▶ _Data for analysis_

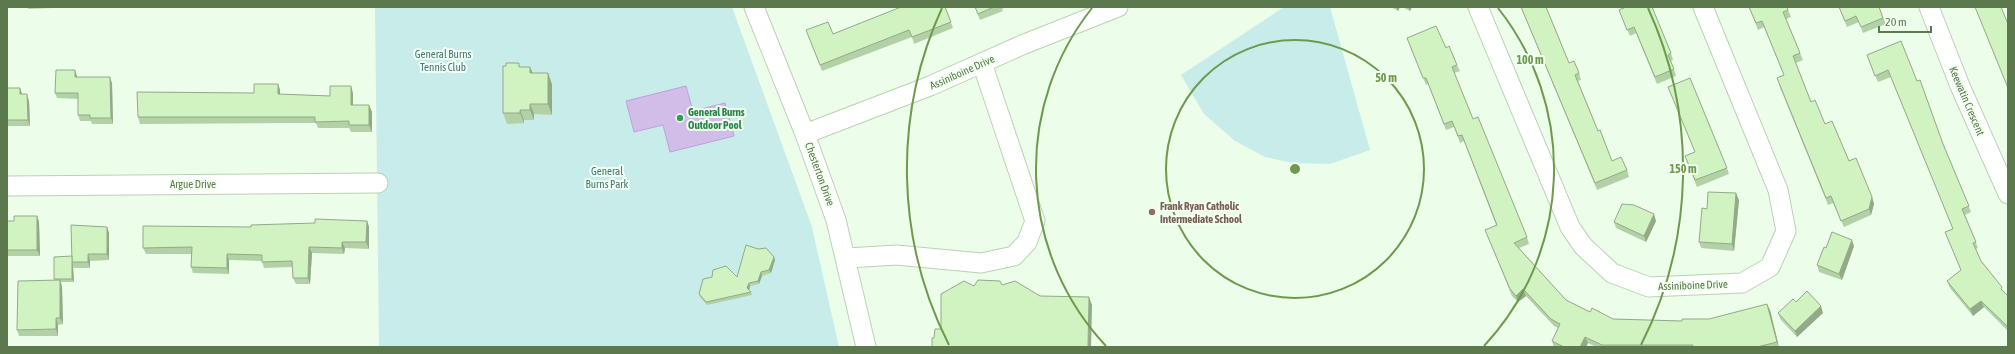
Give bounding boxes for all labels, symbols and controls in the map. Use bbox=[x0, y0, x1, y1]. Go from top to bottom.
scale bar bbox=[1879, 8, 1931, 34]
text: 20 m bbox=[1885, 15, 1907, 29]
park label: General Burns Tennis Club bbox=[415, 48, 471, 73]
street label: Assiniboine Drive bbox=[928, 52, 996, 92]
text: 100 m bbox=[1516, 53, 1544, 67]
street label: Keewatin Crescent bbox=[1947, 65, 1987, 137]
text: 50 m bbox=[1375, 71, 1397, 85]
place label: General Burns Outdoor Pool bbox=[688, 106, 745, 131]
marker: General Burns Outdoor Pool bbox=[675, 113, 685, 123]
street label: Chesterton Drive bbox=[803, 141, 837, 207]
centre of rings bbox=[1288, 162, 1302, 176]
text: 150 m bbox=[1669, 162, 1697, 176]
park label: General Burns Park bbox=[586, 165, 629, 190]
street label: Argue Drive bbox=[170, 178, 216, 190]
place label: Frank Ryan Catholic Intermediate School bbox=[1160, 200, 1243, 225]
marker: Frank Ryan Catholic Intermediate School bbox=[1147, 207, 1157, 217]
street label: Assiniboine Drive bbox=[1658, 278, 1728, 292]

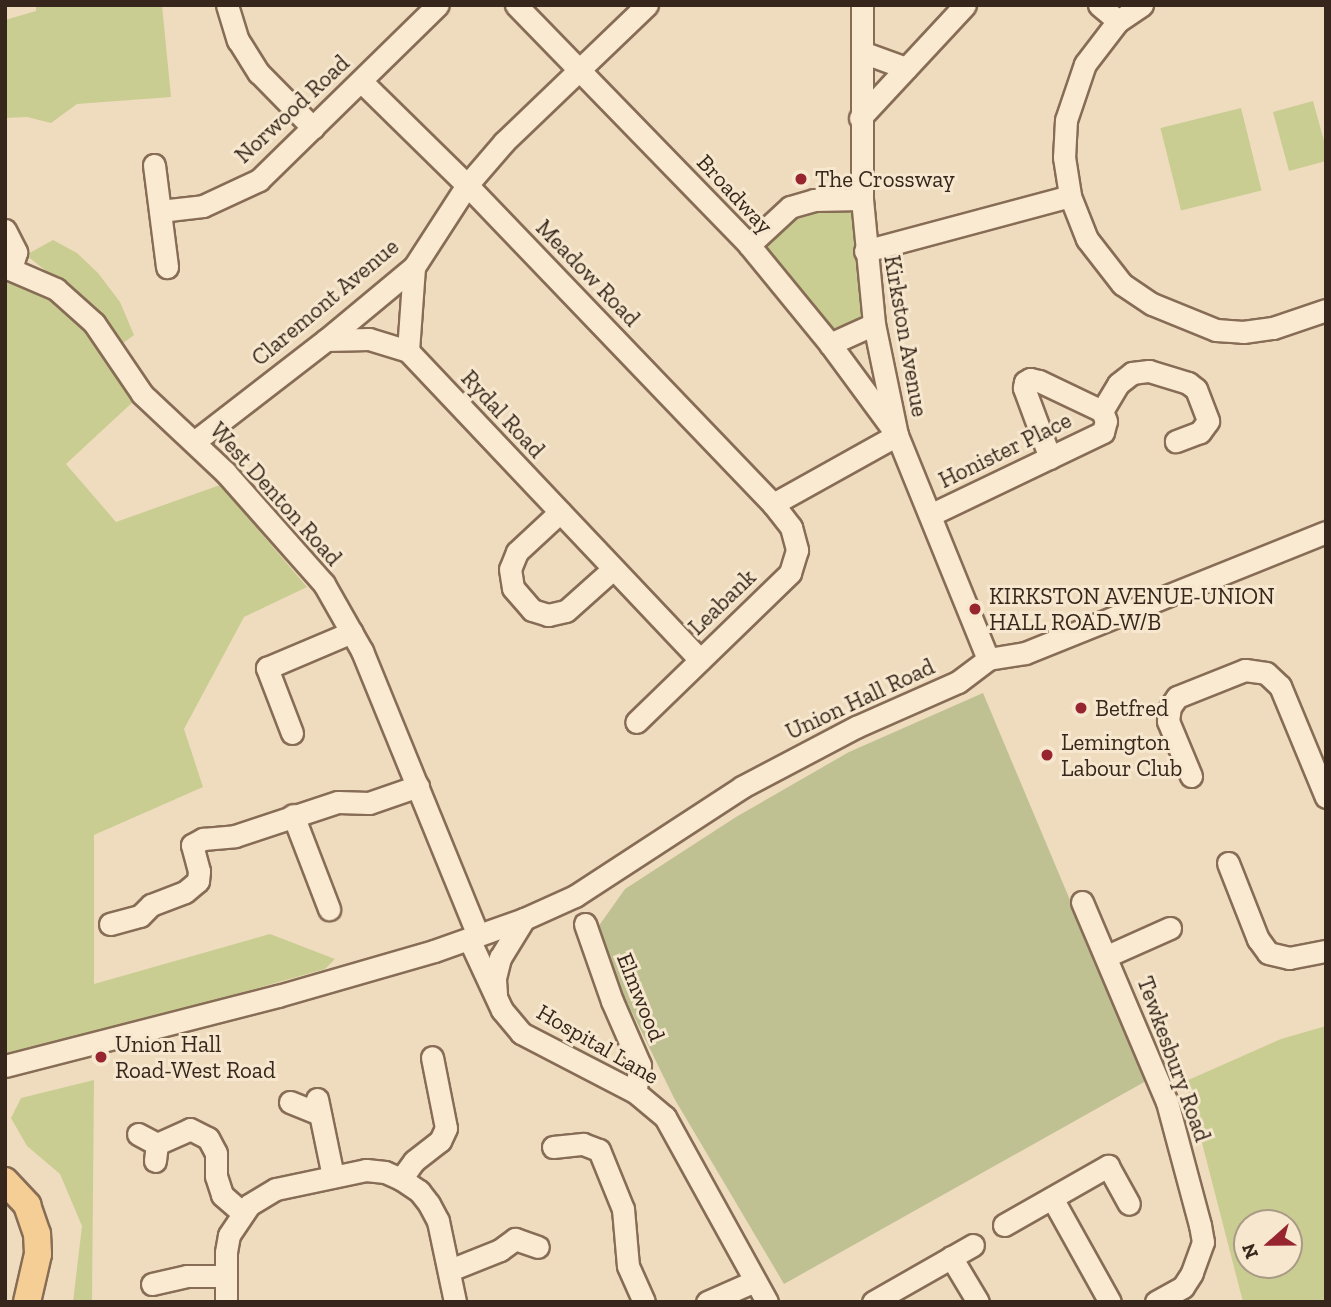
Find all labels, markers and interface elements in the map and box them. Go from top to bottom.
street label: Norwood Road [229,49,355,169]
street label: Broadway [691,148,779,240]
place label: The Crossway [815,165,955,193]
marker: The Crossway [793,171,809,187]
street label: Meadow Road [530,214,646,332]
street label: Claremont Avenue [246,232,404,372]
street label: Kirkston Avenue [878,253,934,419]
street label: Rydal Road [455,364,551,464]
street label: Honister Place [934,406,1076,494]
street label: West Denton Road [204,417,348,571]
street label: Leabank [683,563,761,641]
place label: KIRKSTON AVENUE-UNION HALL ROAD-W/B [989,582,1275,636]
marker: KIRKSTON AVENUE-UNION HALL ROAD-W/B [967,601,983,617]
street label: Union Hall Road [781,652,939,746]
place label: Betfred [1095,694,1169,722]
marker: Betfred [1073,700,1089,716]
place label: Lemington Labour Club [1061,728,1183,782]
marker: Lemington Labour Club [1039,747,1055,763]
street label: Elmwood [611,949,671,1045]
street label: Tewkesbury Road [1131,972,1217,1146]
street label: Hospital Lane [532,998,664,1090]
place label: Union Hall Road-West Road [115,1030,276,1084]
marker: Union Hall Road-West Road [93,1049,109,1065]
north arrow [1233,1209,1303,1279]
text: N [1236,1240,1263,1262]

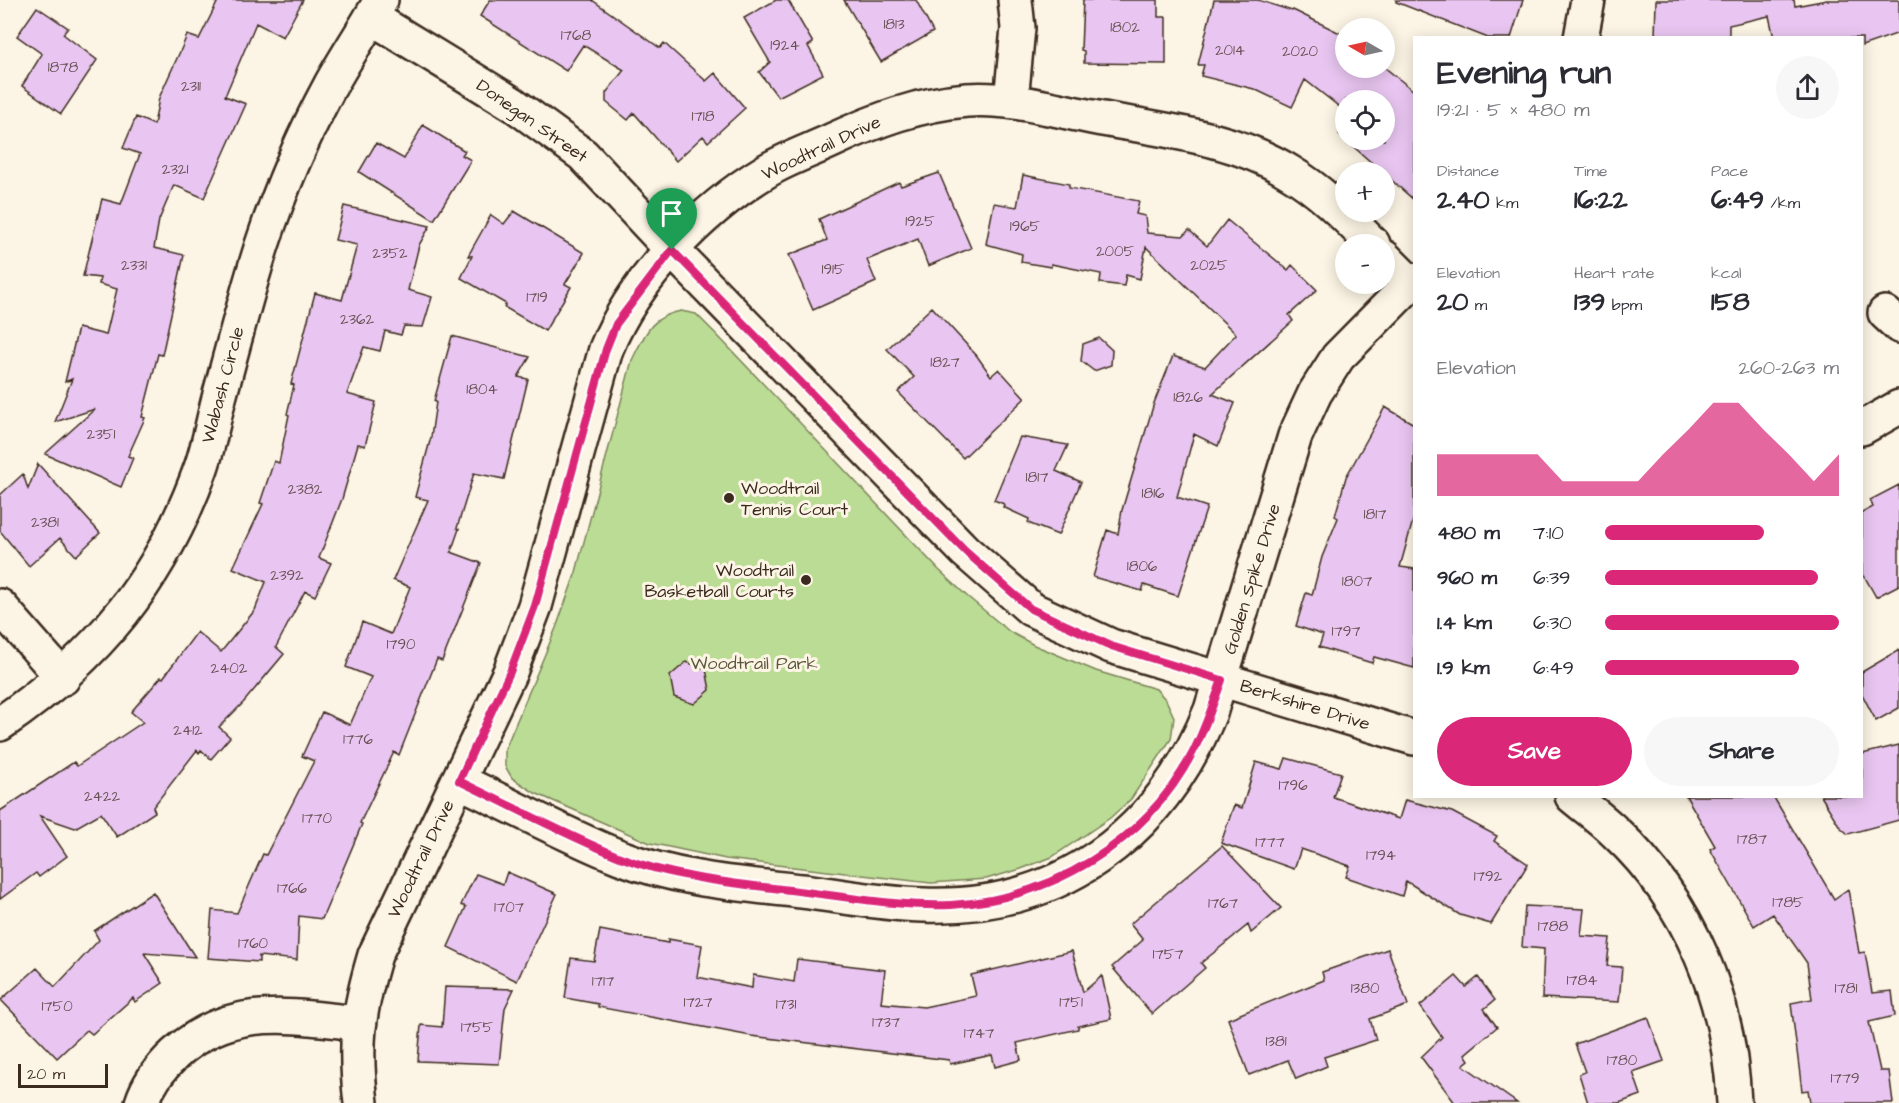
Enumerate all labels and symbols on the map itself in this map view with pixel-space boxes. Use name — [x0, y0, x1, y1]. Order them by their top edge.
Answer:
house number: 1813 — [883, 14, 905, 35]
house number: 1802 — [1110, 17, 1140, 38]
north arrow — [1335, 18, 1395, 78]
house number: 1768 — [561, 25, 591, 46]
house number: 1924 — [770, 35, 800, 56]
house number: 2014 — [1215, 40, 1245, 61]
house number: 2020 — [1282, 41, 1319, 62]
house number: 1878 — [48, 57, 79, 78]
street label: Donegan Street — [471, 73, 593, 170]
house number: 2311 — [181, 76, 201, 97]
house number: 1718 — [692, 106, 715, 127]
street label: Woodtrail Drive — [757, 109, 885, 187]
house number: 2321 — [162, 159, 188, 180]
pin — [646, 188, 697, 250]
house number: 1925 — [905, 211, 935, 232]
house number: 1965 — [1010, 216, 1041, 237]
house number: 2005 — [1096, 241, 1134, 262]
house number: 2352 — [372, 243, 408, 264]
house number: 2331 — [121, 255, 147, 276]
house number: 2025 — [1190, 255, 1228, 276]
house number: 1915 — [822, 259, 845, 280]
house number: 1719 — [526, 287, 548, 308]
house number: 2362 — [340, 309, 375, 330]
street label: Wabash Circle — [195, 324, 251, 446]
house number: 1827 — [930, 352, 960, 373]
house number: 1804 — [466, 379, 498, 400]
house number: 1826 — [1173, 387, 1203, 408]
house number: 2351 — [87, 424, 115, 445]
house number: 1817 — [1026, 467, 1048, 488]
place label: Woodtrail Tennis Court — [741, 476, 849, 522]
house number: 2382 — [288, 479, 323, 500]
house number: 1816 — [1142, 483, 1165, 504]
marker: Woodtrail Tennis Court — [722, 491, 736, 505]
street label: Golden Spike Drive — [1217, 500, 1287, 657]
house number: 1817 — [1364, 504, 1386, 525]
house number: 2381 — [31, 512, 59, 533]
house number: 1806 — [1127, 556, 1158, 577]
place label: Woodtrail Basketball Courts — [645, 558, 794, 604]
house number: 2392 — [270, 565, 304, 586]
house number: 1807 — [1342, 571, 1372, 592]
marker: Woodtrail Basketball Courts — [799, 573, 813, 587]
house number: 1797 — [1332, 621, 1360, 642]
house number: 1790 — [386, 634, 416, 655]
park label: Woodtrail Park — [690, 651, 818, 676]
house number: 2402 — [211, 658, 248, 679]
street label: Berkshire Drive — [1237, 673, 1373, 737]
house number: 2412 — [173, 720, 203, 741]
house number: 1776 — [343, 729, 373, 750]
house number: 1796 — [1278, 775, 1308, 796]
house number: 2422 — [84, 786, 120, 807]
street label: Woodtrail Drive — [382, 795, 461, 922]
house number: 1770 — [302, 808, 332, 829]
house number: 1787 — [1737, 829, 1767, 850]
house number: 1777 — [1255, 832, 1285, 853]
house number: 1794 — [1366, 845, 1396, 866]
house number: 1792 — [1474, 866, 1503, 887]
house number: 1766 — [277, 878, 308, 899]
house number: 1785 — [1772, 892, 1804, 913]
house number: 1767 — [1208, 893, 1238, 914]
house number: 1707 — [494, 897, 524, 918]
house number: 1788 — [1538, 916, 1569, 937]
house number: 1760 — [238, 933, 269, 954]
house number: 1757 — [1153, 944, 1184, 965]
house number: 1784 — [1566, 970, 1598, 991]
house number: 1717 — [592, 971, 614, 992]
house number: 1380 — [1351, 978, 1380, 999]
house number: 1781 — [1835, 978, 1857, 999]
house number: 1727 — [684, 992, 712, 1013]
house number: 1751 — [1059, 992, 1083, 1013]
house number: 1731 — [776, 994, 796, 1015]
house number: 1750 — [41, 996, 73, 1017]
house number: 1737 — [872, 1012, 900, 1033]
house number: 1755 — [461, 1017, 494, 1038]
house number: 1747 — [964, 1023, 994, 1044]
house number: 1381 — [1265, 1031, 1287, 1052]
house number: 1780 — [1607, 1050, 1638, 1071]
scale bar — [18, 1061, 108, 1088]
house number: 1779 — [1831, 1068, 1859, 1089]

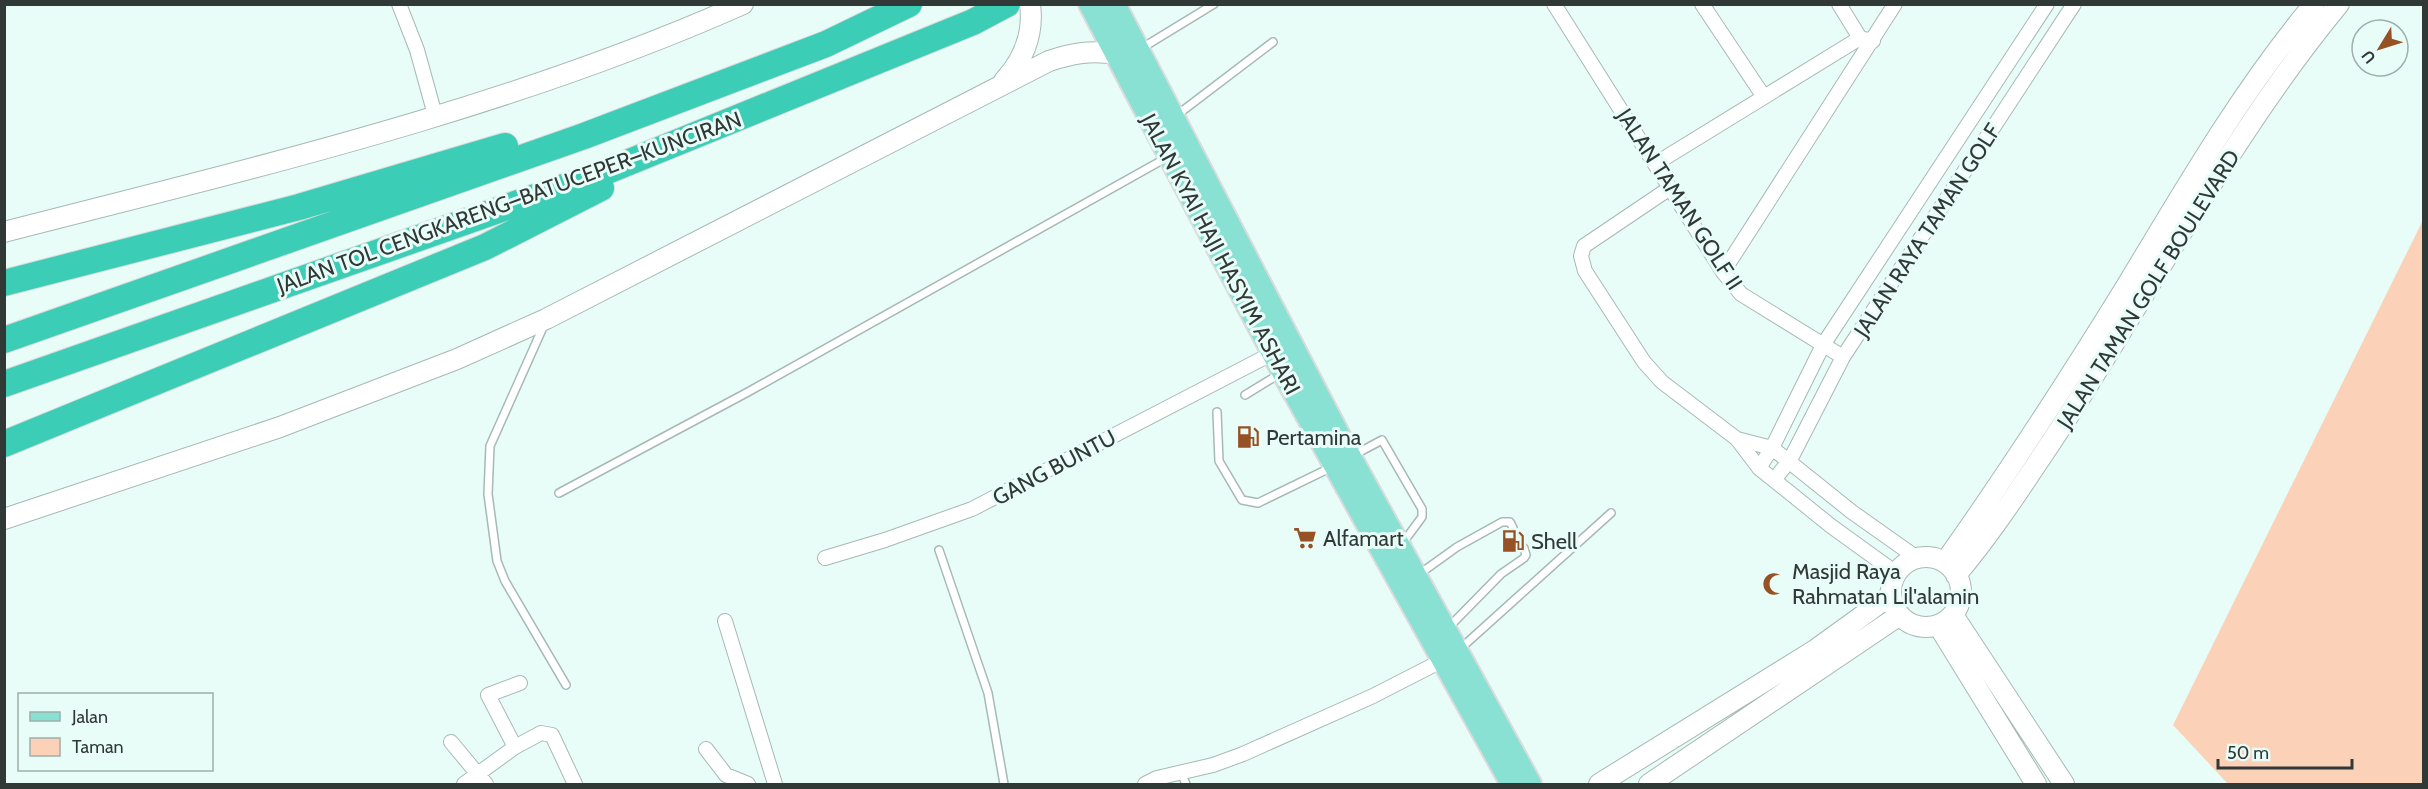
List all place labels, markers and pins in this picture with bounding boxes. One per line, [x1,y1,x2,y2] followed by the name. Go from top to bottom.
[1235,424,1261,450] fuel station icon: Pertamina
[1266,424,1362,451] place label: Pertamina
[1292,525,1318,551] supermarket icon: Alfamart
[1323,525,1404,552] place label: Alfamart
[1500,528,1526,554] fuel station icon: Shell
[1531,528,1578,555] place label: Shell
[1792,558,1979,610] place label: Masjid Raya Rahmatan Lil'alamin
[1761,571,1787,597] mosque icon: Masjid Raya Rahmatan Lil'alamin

▶ _What to do_
A single number is expected here: the count of lines in the material above with "Lemington" in them.

▶ _Exercise result_
2